Hurra para un buen empresario
Me preguntaba hace días un conocido que ha leído alguno de mis artículos si yo estaba en contra de la empresa privada. Le dije que los volviera a leer detenidamente y vería que no es así.
En contra de esa tendencia del neoliberalismo extremo que preconiza la desaparición casi completa del sector público, creo que una economía eficaz y productiva debe mantener una Administración equilibrada que ampare aquellos intereses ciudadanos por los que el mercado nunca mostrará interés y que son esenciales para proteger a los ciudadanos, especialmente a los que tienen menos oportunidades y se encuentran más desprotegidos frente a esos invisibles mercados que por definición suelen ser egoístas y codiciosos. A las pruebas me remito.
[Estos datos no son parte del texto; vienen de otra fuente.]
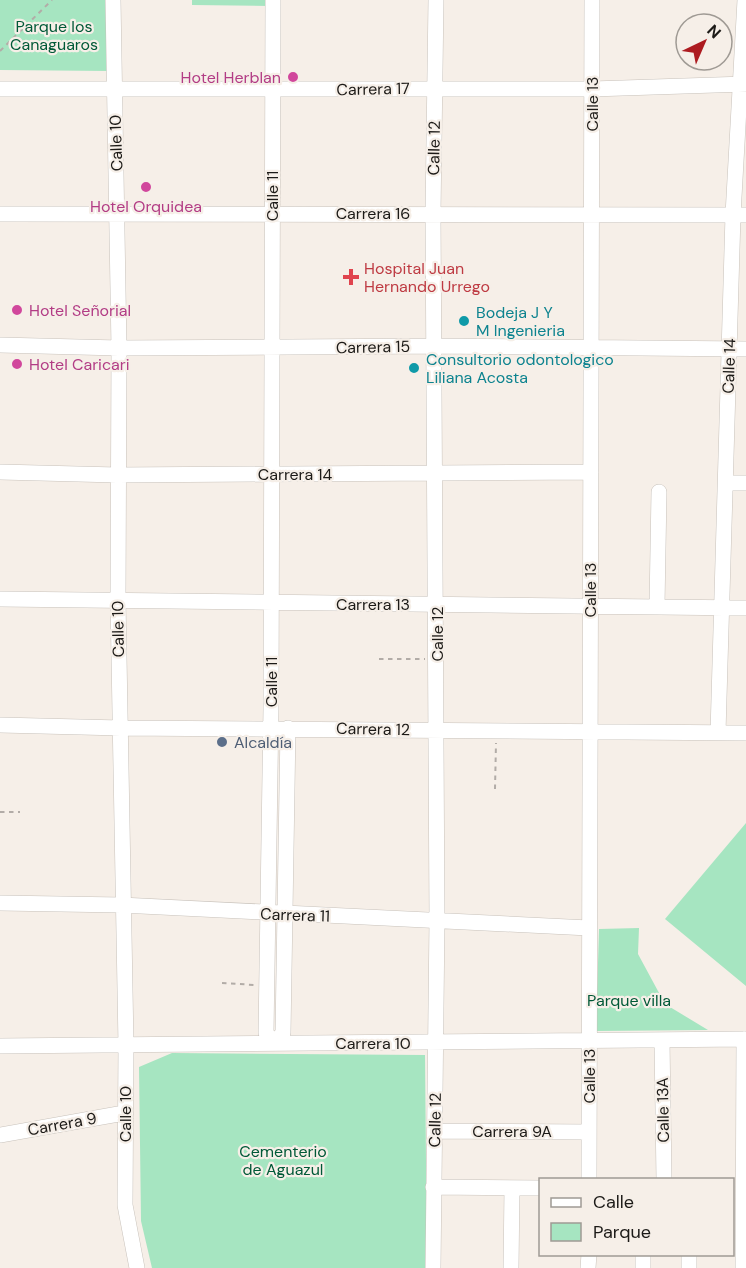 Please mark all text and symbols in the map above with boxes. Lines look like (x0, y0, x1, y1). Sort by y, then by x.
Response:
north arrow (674, 12, 734, 72)
park label: Parque los Canaguaros (10, 16, 98, 55)
text: N (703, 20, 726, 43)
place label: Hotel Herblan (181, 67, 281, 88)
marker: Hotel Herblan (286, 70, 300, 84)
street label: Calle 13 (582, 76, 603, 132)
street label: Carrera 17 (336, 78, 410, 100)
street label: Calle 10 (105, 114, 127, 172)
street label: Calle 12 (423, 120, 445, 176)
street label: Calle 11 (262, 171, 283, 221)
marker: Hotel Orquidea (139, 180, 153, 194)
place label: Hotel Orquidea (90, 196, 202, 217)
street label: Carrera 16 (336, 203, 410, 224)
place label: Hospital Juan Hernando Urrego (364, 258, 490, 297)
marker: Hospital Juan Hernando Urrego (342, 268, 360, 286)
place label: Hotel Señorial (29, 300, 131, 321)
place label: Bodeja J Y M Ingenieria (476, 302, 565, 341)
marker: Hotel Señorial (10, 303, 24, 317)
marker: Bodeja J Y M Ingenieria (457, 314, 471, 328)
street label: Carrera 15 (336, 336, 410, 358)
street label: Calle 14 (718, 338, 740, 394)
place label: Consultorio odontologico Liliana Acosta (426, 349, 614, 388)
place label: Hotel Caricari (29, 354, 130, 375)
marker: Hotel Caricari (10, 357, 24, 371)
marker: Consultorio odontologico Liliana Acosta (407, 361, 421, 375)
street label: Carrera 14 (258, 464, 332, 485)
street label: Calle 13 (580, 562, 601, 618)
street label: Carrera 13 (336, 594, 410, 615)
street label: Calle 10 (107, 600, 129, 657)
street label: Calle 12 (427, 607, 448, 661)
street label: Calle 11 (261, 657, 282, 707)
street label: Carrera 12 (336, 718, 410, 740)
place label: Alcaldía (234, 732, 292, 753)
marker: Alcaldía (215, 735, 229, 749)
street label: Carrera 11 (260, 903, 330, 927)
park label: Parque villa (587, 990, 671, 1011)
street label: Carrera 10 (335, 1033, 411, 1054)
street label: Calle 13 (579, 1048, 600, 1104)
street label: Calle 13A (652, 1077, 674, 1143)
street label: Calle 10 (115, 1086, 136, 1142)
street label: Calle 12 (424, 1092, 446, 1148)
street label: Carrera 9 (26, 1108, 98, 1140)
street label: Carrera 9A (472, 1121, 552, 1142)
park label: Cementerio de Aguazul (239, 1141, 327, 1180)
legend (539, 1178, 734, 1256)
text: Calle (593, 1190, 634, 1214)
text: Parque (593, 1220, 651, 1244) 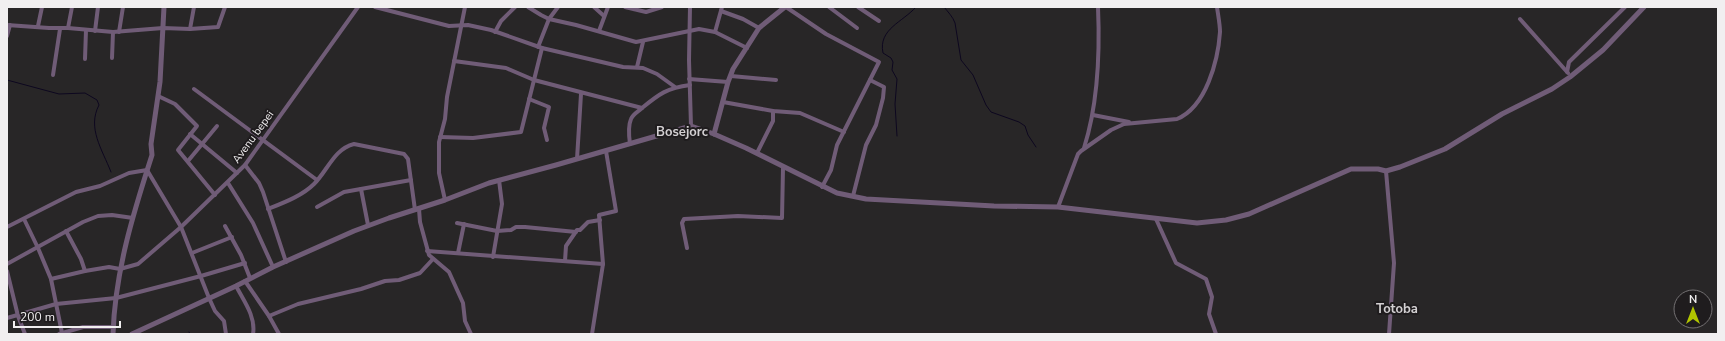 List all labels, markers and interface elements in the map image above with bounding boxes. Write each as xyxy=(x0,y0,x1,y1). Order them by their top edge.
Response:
street label: Avenu bepei xyxy=(229,108,277,166)
district label: Bosejorc xyxy=(656,123,708,141)
north arrow xyxy=(1673,289,1713,329)
text: N xyxy=(1689,292,1697,307)
district label: Totoba xyxy=(1376,300,1418,318)
scale bar xyxy=(14,303,120,329)
text: 200 m xyxy=(20,309,55,325)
Pero también estoy convencido de que ningún país puede progresar sin un sector privado fuerte y productivo, sin una industria potente, sin empresas punteras, tecnológicamente avanzadas y comprometidas en la investigación y el desarrollo.
En España tenemos algunas, grandes y pequeñas, que ya están en esa línea, aunque aún nos faltan muchas. En este país tienen que surgir más empresarios modernos, con nuevas ideas, que no piensen solo en enriquecerse, que tengan claro que, siendo legítimo ganar dinero, aquellos países más estables y avanzados son los que mantienen menos desigualdades sociales entre sus ciudadanos. Eso, por desgracia, no sucede en la España actual, lo atestiguan estudios realizados por importantes instituciones. Además, la senda por la que nos están haciendo avanzar no parece que vaya a conducirnos a esa meta.
Por eso me ha ilusionado leer la iniciativa de Juan Roig, el propietario de Mercadona, que va a invertir una importante cantidad de dinero en un vivero de empresas del que pueden surgir algunos buenos empresarios para el futuro de España. Ese creo que es el camino, y cuando la financiación pública está retirándose, con bastante miopía, del apoyo a los nuevos emprendedores, es buen augurio que la empresa privada empiece a llenar ese hueco.
Aunque no he estado de acuerdo con algunas de sus declaraciones durante esta crisis, lo cortés no quita lo valiente y por eso deseo felicitar a Juan Roig por su iniciativa, y voto para otras importantes empresas de este país sigan ese mismo camino. Por ahí va el futuro. Para España, para los españoles y, por ende, para las empresas.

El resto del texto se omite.